QR4.7.7 Dark Energy

After confirming dark matter, in 1998 astronomers discovered that the expansion of space, once thought to be slowing down due to gravity, is actually accelerating. Some sort of negative force is pushing the universe apart against the gravity that pulls it together, so it was called dark energy. Cosmologists estimate that 68% of the matter-energy of the universe is dark, and dark matter is 27%, so particle matter is less than 5%. It seems that even if the standard model could explain ordinary matter, which it doesn’t, it still can’t explain most of our universe.

Dark energy seems to be spread evenly through space and has changed little over time.

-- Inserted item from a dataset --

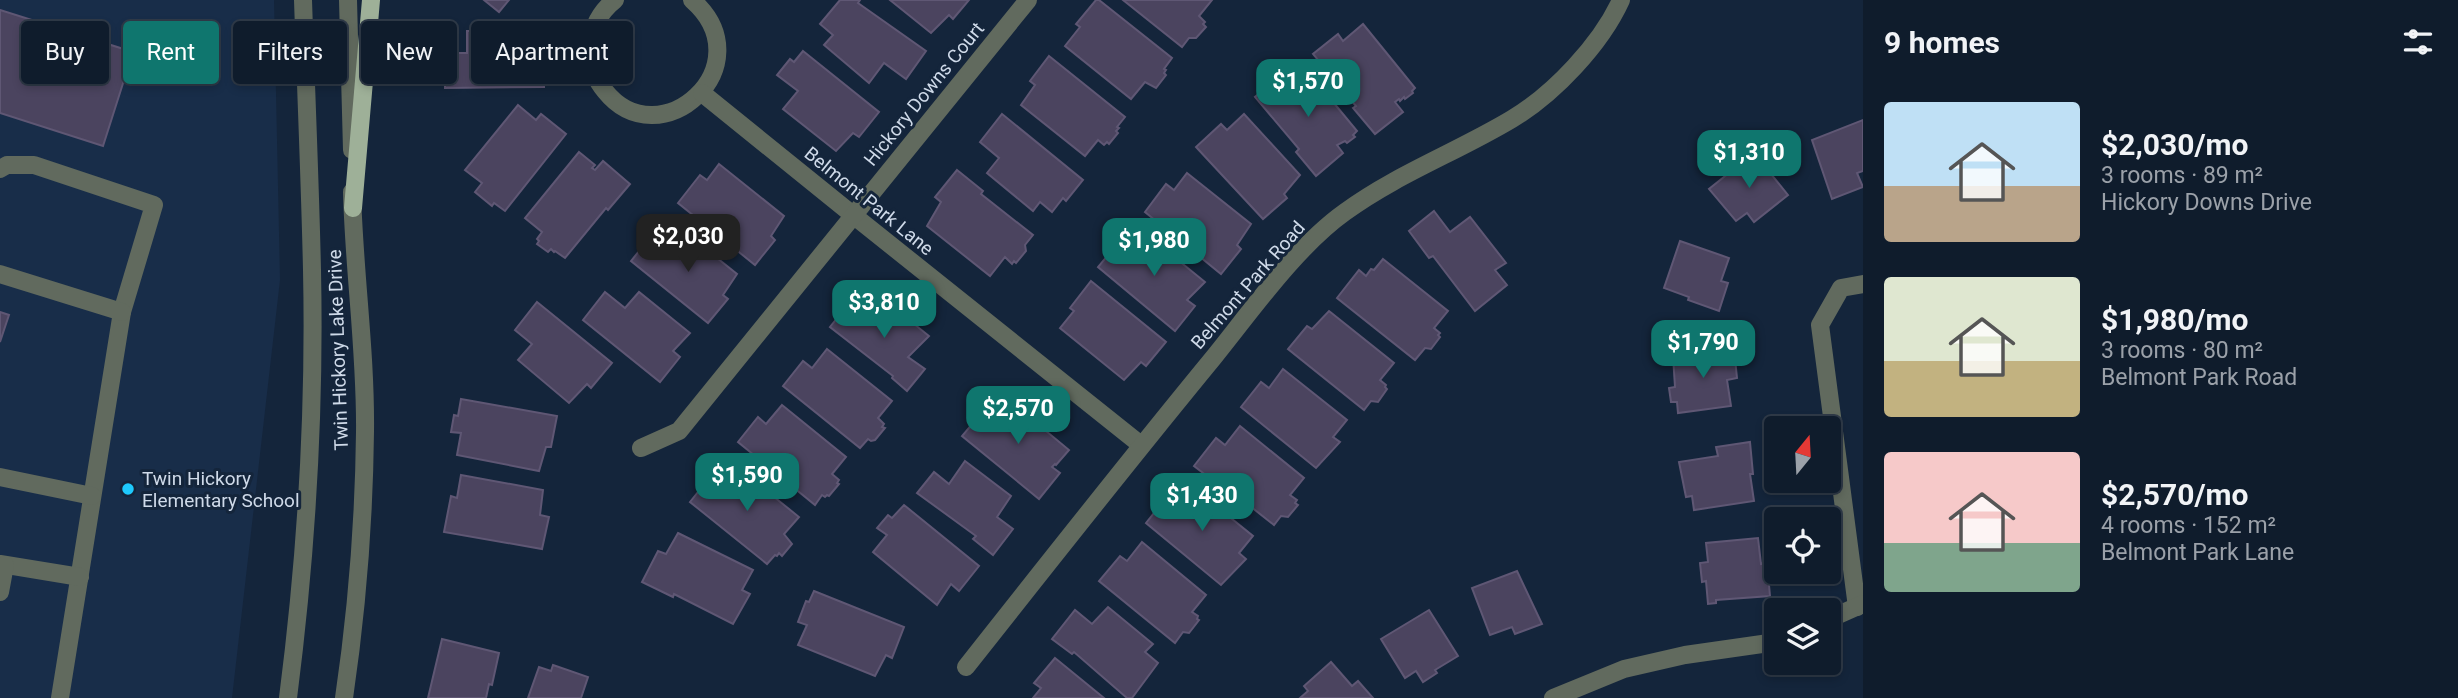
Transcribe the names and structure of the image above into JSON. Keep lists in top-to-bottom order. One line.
{"streets":{"street":["Hickory Downs Court","Belmont Park Lane","Belmont Park Road","Twin Hickory Lake Drive"]},"crossings":[["Hickory Downs Court","Belmont Park Lane"],["Belmont Park Lane","Belmont Park Road"]],"places":["Twin Hickory Elementary School"],"north":"top","page":{"heading":"9 homes","chip":["Buy","Rent","Filters","New","Apartment"],"price":["$1,570","$1,310","$2,030","$1,980","$3,810","$1,790","$2,570","$1,590","$1,430"],"list":[{"name":"$2,030/mo","note":"3 rooms · 89 m² · Hickory Downs Drive"},{"name":"$1,980/mo","note":"3 rooms · 80 m² · Belmont Park Road"},{"name":"$2,570/mo","note":"4 rooms · 152 m² · Belmont Park Lane"}]}}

In equations, it makes space flat, but a property of space itself should increase as space expands, which it doesn’t. If particles cause it, it should weaken as space expands, but again it doesn’t. Particles would clump together by gravity, not remain evenly spread, so they can’t explain dark energy. 

In this model, our space is the inner surface of a hyper-sphere bubble expanding into a quantum bulk. It is like the surface of a balloon being blown up, but with three dimensions. Expanding space must then lose energy, just as blowing up a ballon cools the gas within it. Points add to space everywhere all the time and being new, they receive but don’t transmit for their first cycle, giving a negative energy that has the properties of dark energy. It is spread through space because new points add everywhere, it doesn’t dilute as space expands because more space increases it, and it could be why the expansion of our universe is accelerating.

A negative energy throughout space is expected for a bubble universe expanding but for a big machine it is inexplicable. Dark energy will never be explained by particles if its cause is outside our universe.